Real HBM3 Capacity Shortfall: The Chasm Between Technical Specifications and Supply-Chain Reality
High-Bandwidth Memory (HBM) serves as the “bloodstream” for today’s AI accelerators. Take HBM3 as an example: its per-stack bandwidth has reached a staggering 1.2 TB/s—more than 2.5× higher than the prior-generation HBM2e—yet its mass-production difficulty has increased exponentially. According to the latest report from TrendForce, global HBM3 production capacity in 2024 can meet only ~65% of demand from AI chips, with over 80% of total capacity concentrated at two Korean firms—SK Hynix and Samsung. This structural imbalance directly results in two consequences: first, NVIDIA’s B200 platform has been forced to adjust customer delivery schedules due to HBM3 supply delays; second, cloud service providers’ procurement costs for HBM3 have surged over 40% year-on-year, with some orders carrying premiums up to 25%. Huang’s remark about a “multi-year shortage” reflects the cumulative effect of multiple process bottlenecks—including advanced packaging (e.g., TSV through-silicon vias, hybrid bonding), ultra-thin wafer thinning, and low yield rates in 3D stacking—even when fabs operate at full capacity, usable HBM3 stack output per 10,000 wafers remains less than one-third that of conventional DRAM. Memory is no longer just a supporting component—it has become the “hard constraint variable” defining the upper performance limit of AI chips.
Storage-Compute Co-Design: From “Chips Adapting to Memory” to “Architectures Defining Memory in Reverse”
In traditional semiconductor division of labor, memory vendors supply standardized products aligned with CPU/GPU specifications. Today, that paradigm is collapsing. The launch of the Vera CPU is highly symbolic: as NVIDIA’s first in-house general-purpose CPU, its architecture is deeply co-designed with SK Hynix’s HBM3-PIM (Processing-in-Memory) technology—embedding certain data preprocessing logic directly into the memory controller, thereby reducing memory access latency by 37% and improving energy efficiency by 2.1×. Similarly, AMD’s MI300X already supports an enhanced HBM3 ECC error-correction mode, while Microsoft’s Maia 100 chip features a jointly customized low-power HBM3 subsystem developed with Micron. Collectively, these cases reveal an emerging logic: AI chip architectures are actively “defining memory specifications in reverse”—bandwidth density, error-rate thresholds, thermal design power (TDP), and even physical package dimensions must be jointly locked down with memory vendors at the earliest stages of chip design.
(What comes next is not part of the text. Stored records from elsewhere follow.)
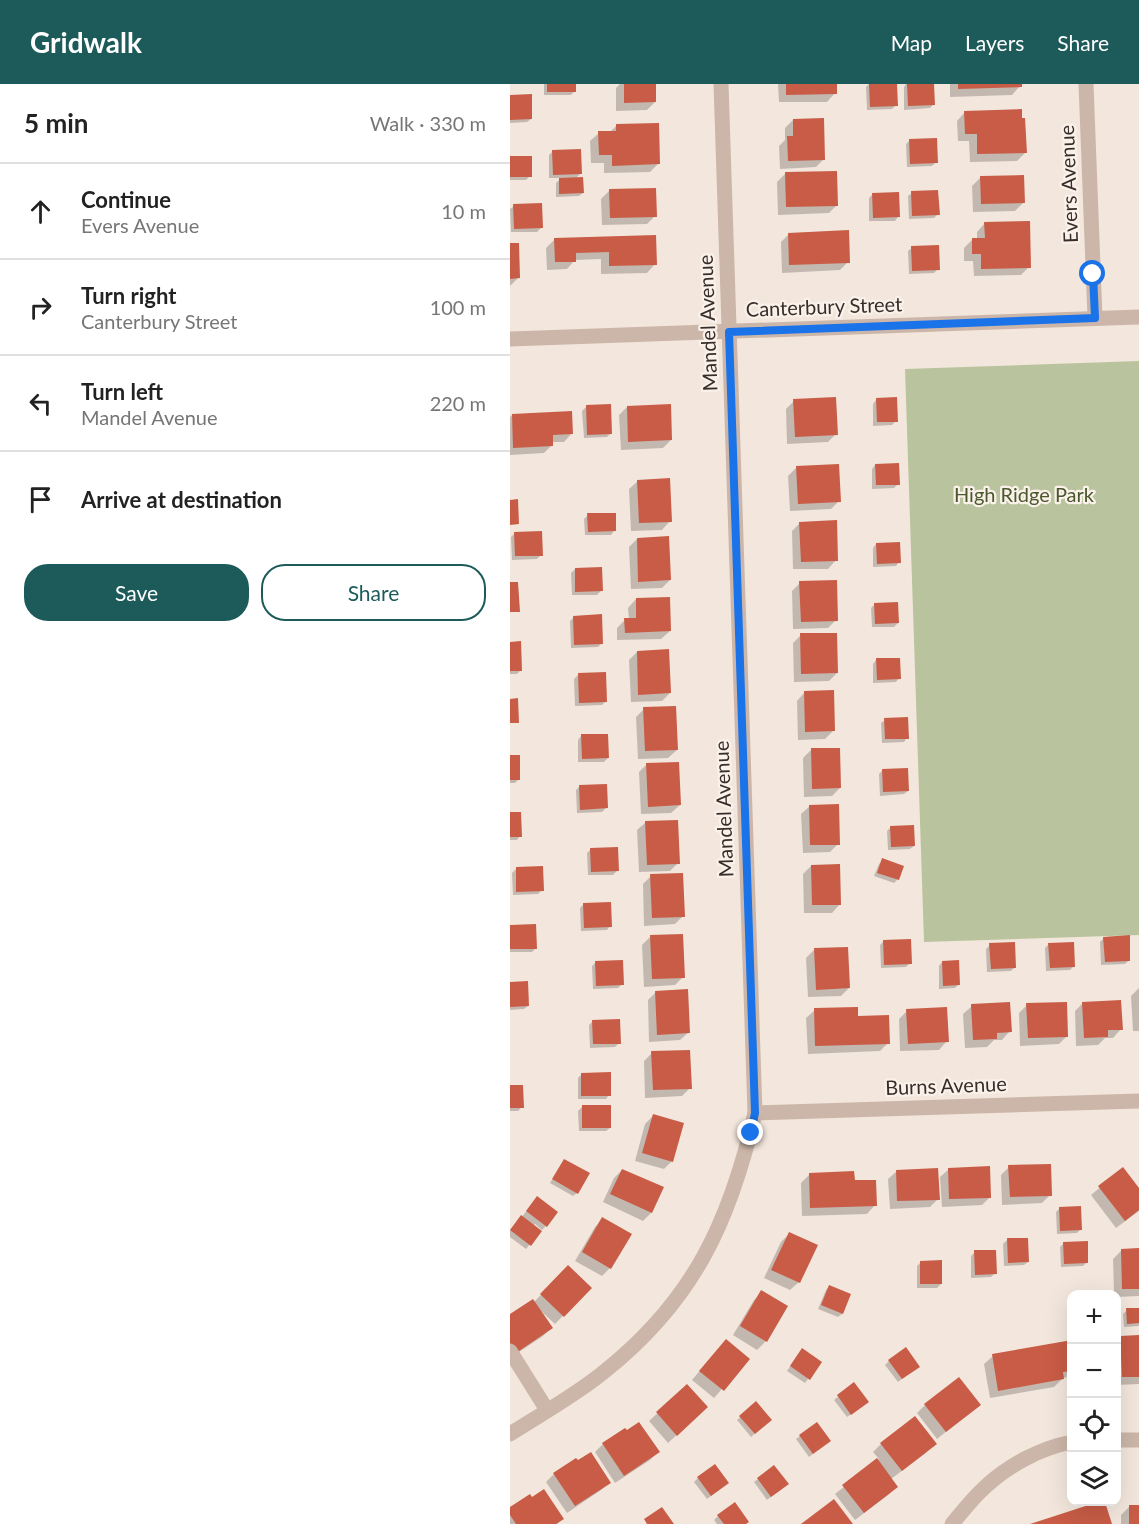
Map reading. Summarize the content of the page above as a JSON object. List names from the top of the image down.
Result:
{
  "streets": {
    "street": [
      "Evers Avenue",
      "Canterbury Street",
      "Mandel Avenue",
      "Burns Avenue"
    ]
  },
  "crossings": [
    ["Evers Avenue", "Canterbury Street"],
    ["Canterbury Street", "Mandel Avenue"],
    ["Mandel Avenue", "Burns Avenue"]
  ],
  "parks": ["High Ridge Park"],
  "page": {
    "header": "Gridwalk",
    "nav": ["Map", "Layers", "Share"],
    "heading": ["5 min", "Walk · 330 m"],
    "list": [
      ["Continue", "Evers Avenue", "10 m"],
      ["Turn right", "Canterbury Street", "100 m"],
      ["Turn left", "Mandel Avenue", "220 m"],
      "Arrive at destination"
    ],
    "buttons": ["Save", "Share"],
    "map_buttons": ["+", "−"]
  }
}
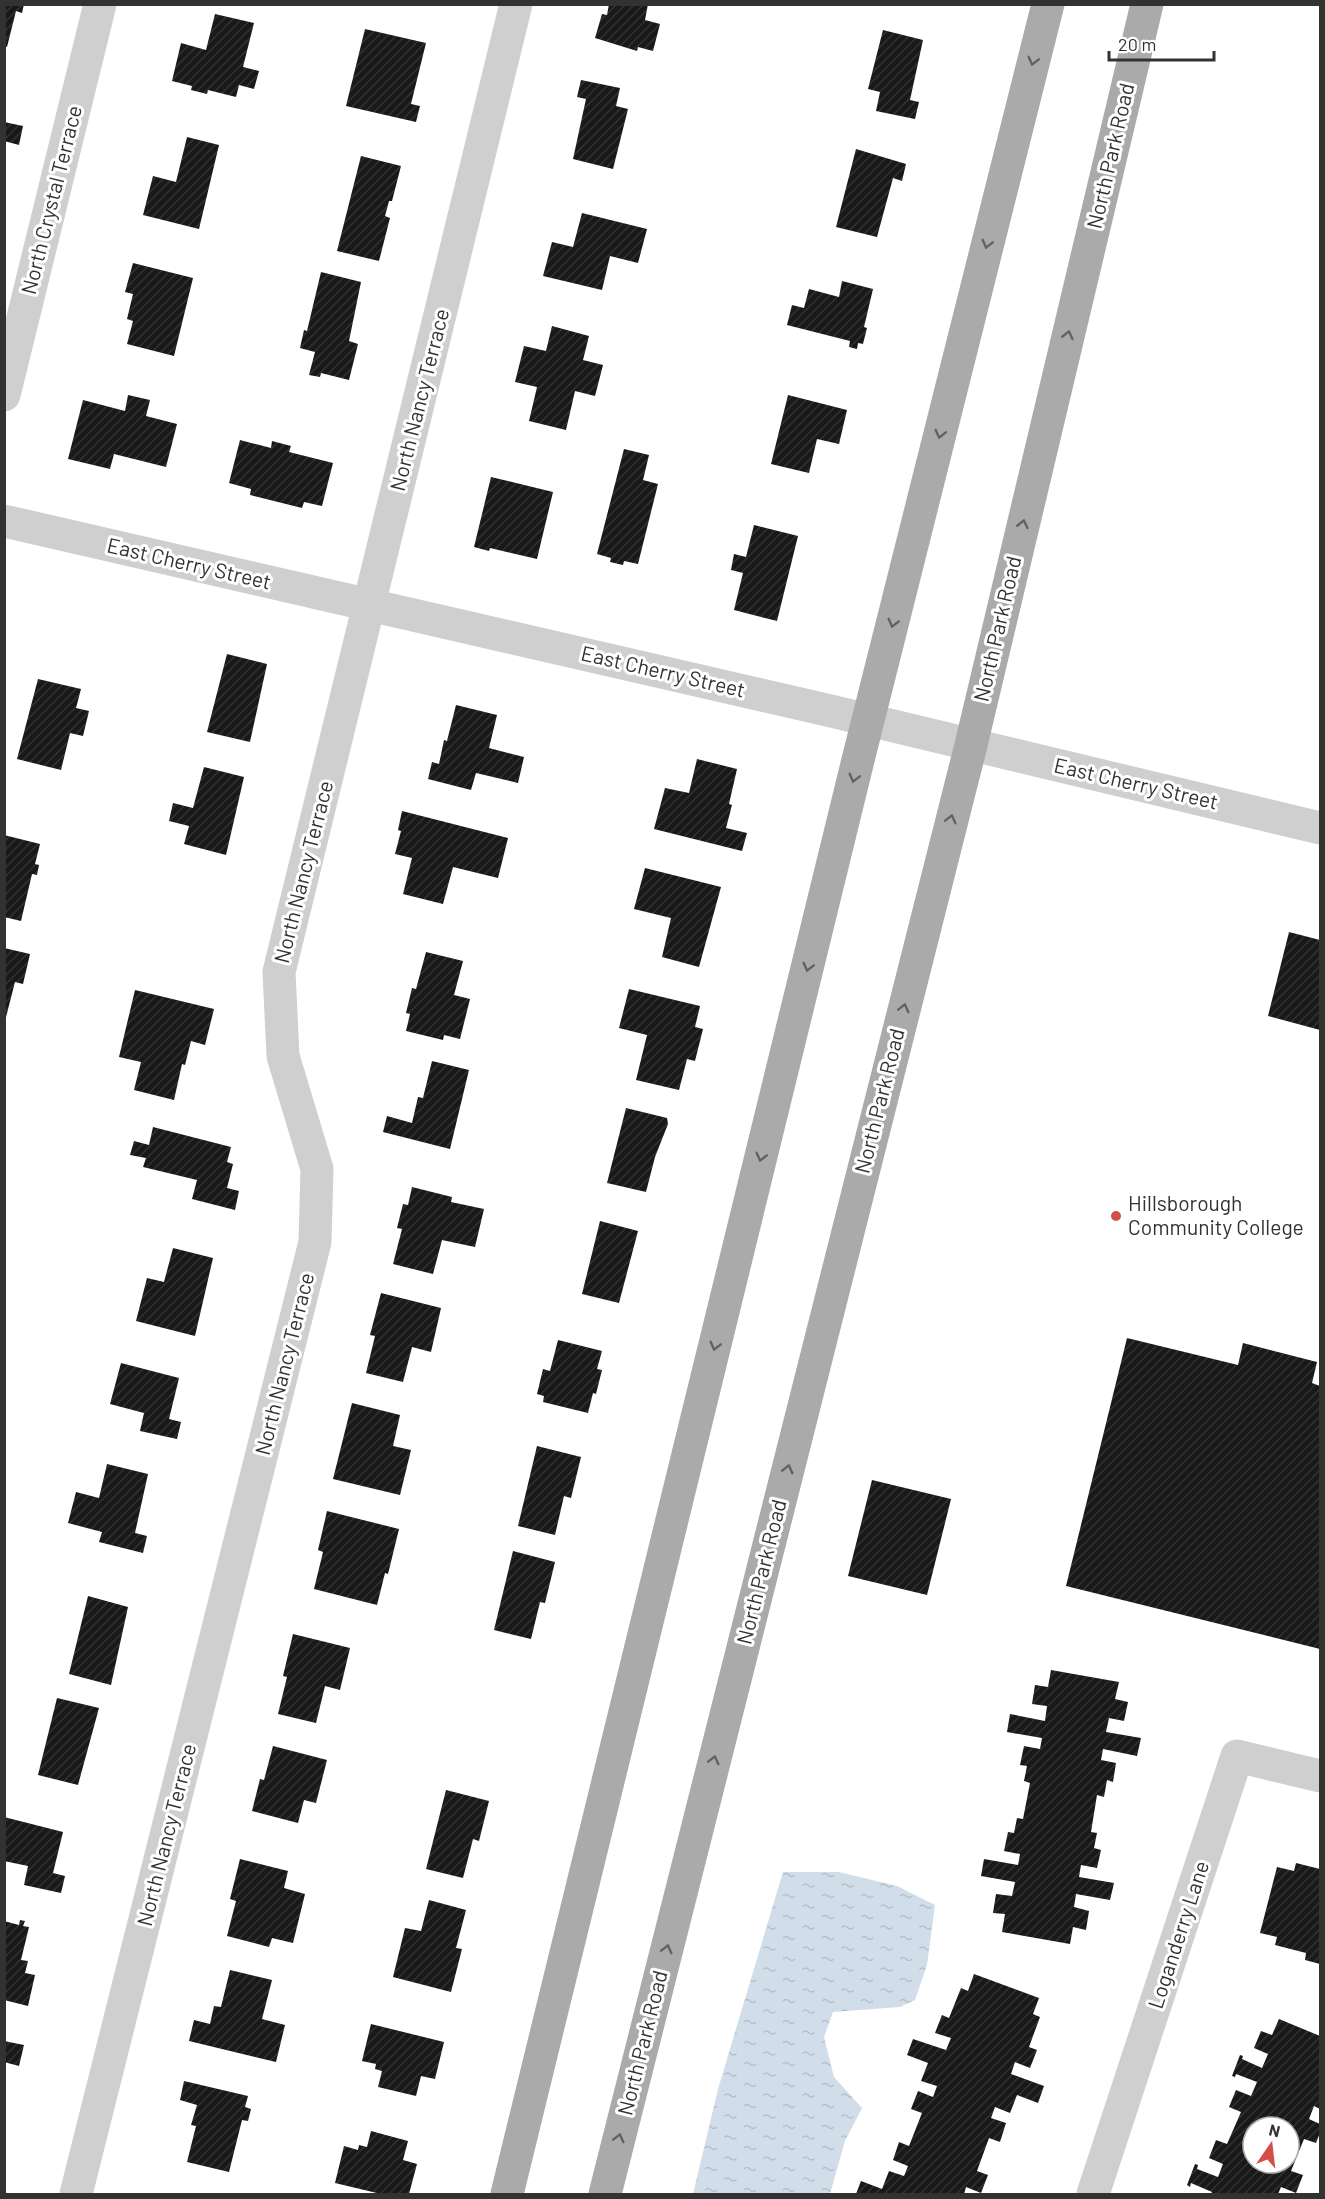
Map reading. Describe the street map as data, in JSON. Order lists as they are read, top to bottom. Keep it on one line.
{"streets":{"main road":["North Park Road"],"street":["North Crystal Terrace","North Nancy Terrace","East Cherry Street","Loganderry Lane"]},"crossings":[["North Park Road","East Cherry Street"],["North Nancy Terrace","East Cherry Street"]],"places":["Hillsborough Community College"],"scale_bar":"20 m","north":"top"}
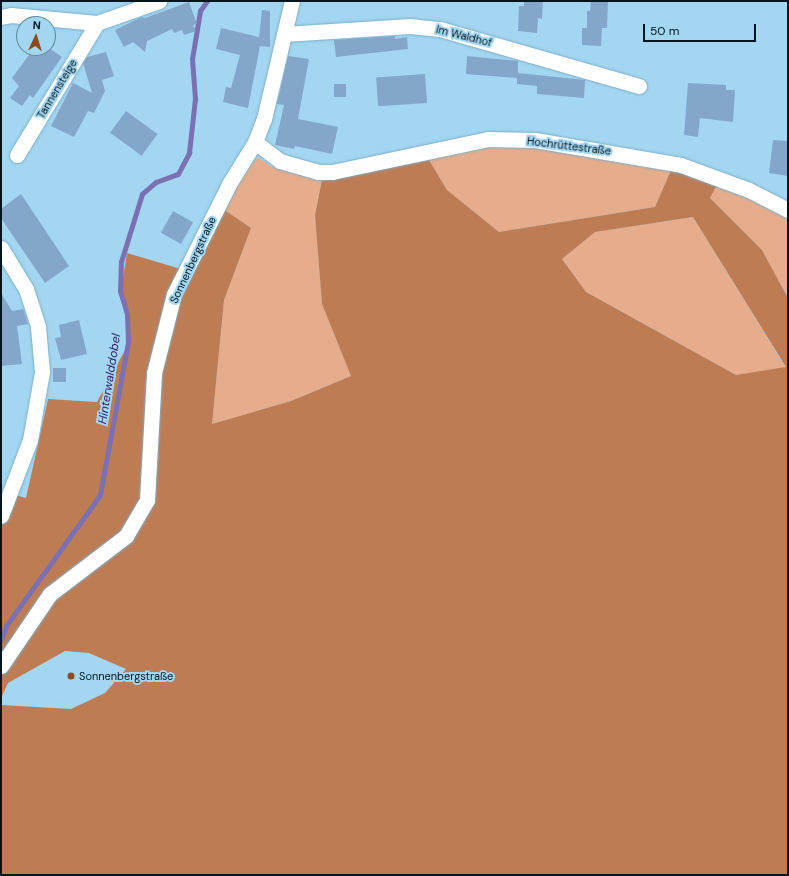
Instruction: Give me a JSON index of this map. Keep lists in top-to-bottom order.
{
  "streets": {
    "street": [
      "Im Waldhof",
      "Tannensteige",
      "Hochrüttestraße",
      "Sonnenbergstraße"
    ]
  },
  "crossings": [
    ["Im Waldhof", "Sonnenbergstraße"],
    ["Hochrüttestraße", "Sonnenbergstraße"]
  ],
  "water": ["Hinterwalddobel"],
  "places": ["Sonnenbergstraße"],
  "scale_bar": "50 m",
  "north": "top"
}
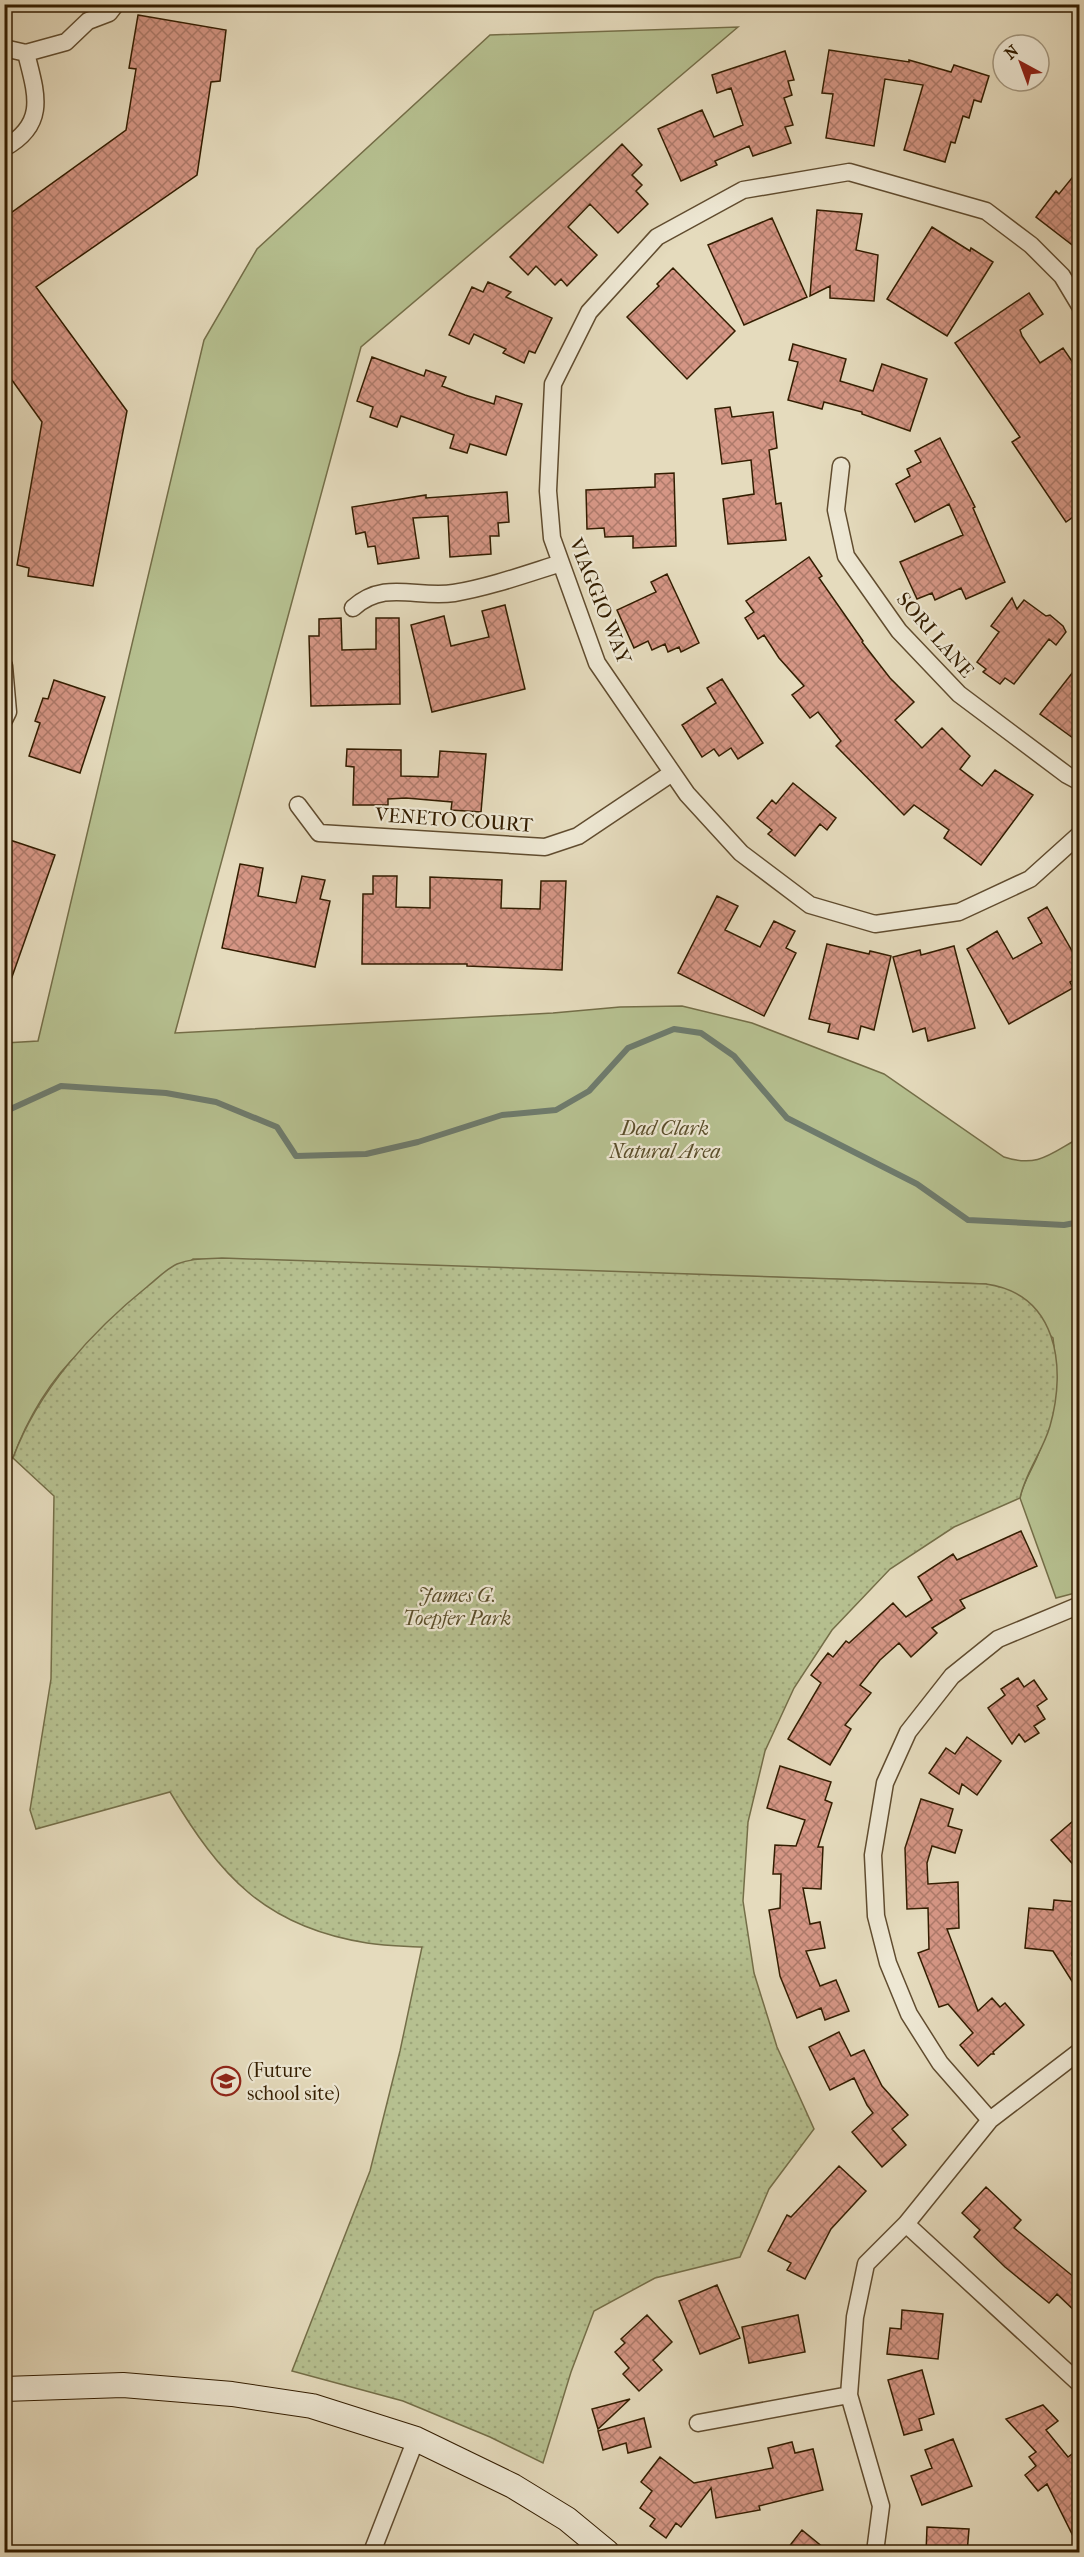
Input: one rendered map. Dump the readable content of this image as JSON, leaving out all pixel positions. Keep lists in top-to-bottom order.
{
  "streets": {
    "street": ["VIAGGIO WAY", "SORI LANE", "VENETO COURT"]
  },
  "crossings": [
    ["VIAGGIO WAY", "VENETO COURT"]
  ],
  "parks": ["Dad Clark Natural Area", "James G. Toepfer Park"],
  "places": {
    "school or university": ["(Future school site)"]
  },
  "north": "top left"
}
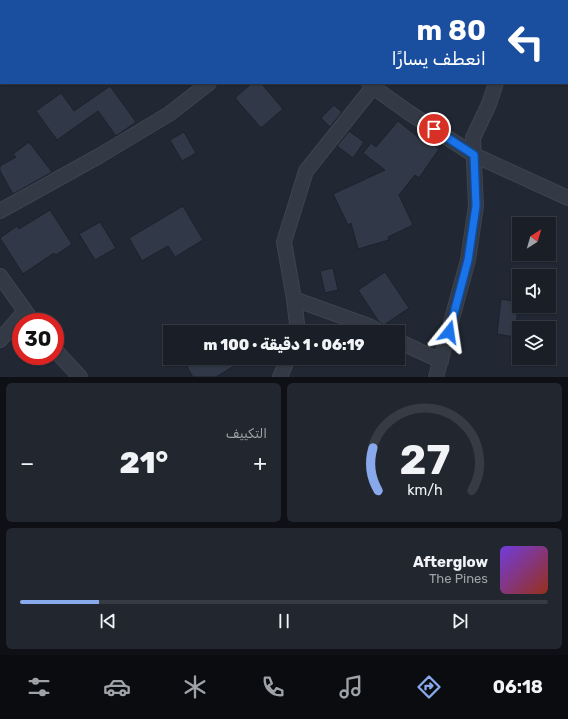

This “storage-compute co-design” goes far beyond interface compatibility, targeting fundamental optimizations in system-level energy efficiency and algorithmic convergence speed.
Accelerated Domestic Substitution: YMTC and CXMT Enter a Strategic Window of Opportunity
The global HBM3 supply crunch objectively presents China’s memory manufacturers with an unprecedented, non-replicable time window. Yangtze Memory Technologies (YMTC) has announced that its YMC 3.0-architecture HBM3 prototype samples have passed preliminary validation by NVIDIA; its innovative “wafer-level hybrid bonding” process enables stacking up to 12 layers. CXMT (ChangXin Memory Technologies), leveraging Phase II of its Hefei fabrication facility, is accelerating volume production of LPDDR5X and HBM2E—and has explicitly designated HBM3 as a top R&D priority for 2025. Notably, a domestic collaborative ecosystem is rapidly taking shape: NAURA’s etching equipment has entered the validation phase at YMTC’s HBM production line; Yongsi Electronics has achieved >92% yield in 2.5D/3D hybrid packaging for HBM3; and Cambricon’s MLU370 chip has initiated joint optimization with CXMT’s LPDDR5X modules. On the policy front, momentum continues to build—the Third-Phase National Integrated Circuit Industry Investment Fund explicitly identifies “advanced memory chips and supporting equipment” as a key investment focus. In the short term, this is a capacity catch-up race; in the long term, it is a contest for standard-setting authority in storage-compute co-design—whose player achieves full-stack, self-controlled HBM3 capability first will secure the entry point to influence the next generation of AI infrastructure.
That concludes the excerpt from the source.